I've not been perfect with that, but we all learn as we grow.

A few years ago, I was involved with someone very active in the local LARP groups. I let him sweep me away to a different combination of LARPs every weekend, and basically was his lover on the weekends, my Primary and long-distance's lover during the week.

I'm kind of disgusted, thinking back on that. Every fucking weekend is way, way too much to be leaving Coyote alone. I may be overcorrecting now, but Tiger luckily has a great deal of time off while Coyote's at work, and can easily visit me. So we do get plenty of alonetime, even though I rarely sleep in his bed. We sometimes have long naps in my bed, so we're not even deficient in sleep-together time.
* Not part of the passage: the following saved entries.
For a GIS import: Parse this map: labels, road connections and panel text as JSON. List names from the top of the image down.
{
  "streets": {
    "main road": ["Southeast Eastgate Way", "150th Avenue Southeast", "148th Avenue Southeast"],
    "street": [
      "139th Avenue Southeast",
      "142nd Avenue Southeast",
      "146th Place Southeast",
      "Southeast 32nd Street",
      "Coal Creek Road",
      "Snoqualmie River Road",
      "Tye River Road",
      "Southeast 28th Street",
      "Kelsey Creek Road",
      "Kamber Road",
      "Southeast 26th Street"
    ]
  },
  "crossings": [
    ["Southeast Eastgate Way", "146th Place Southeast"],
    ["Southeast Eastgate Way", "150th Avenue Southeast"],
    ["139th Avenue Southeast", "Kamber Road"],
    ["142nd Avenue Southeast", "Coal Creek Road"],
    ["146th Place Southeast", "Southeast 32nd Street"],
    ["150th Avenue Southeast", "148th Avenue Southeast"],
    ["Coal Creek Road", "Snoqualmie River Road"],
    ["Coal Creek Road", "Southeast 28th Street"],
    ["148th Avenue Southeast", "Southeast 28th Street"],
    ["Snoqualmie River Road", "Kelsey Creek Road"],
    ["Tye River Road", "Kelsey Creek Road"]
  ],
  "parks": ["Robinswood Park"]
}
There's no one catch-all answer to managing jealousy. I think of it like cutting grass. Try to mow it before it grows into an ungainly jungle. You're going to have to keep doing it, even when you're exhausted or it's raining on the best mowing day. And you have to maintain the right environment, so that everybody's comfortable taking the mower for a spin- er, my metaphor may be fraying here. But it's just as important that I check in with Coyote and Tiger as it is that they tell me when something's bothering them about each other or the whole arrangement.
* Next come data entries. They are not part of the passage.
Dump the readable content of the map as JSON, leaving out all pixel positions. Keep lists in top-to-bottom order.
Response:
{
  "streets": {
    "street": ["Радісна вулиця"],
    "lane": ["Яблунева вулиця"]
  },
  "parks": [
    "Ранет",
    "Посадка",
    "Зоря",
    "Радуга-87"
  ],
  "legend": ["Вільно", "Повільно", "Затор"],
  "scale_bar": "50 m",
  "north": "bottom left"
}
I tend to attract monogamous partners, for whatever reason. I'm their first polyamorous experience. But Coyote's grown into it so well, and Tiger feels giant gushes of compersion. Seriously, seeing me kiss Coyote or even mention something sweet he does is enough to get a giant grin on Tiger's face. He's so happy that someone else makes me happy too- and that's the best part of polyamory, when it's working well.

Maybe tomorrow I'll tell you about crashing and burning polyamorous times, or move on to gender, kink, or something else. Feel free to comment here or in the FaceBook post, I'm open to suggestions and I'd love to answer any questions you might have.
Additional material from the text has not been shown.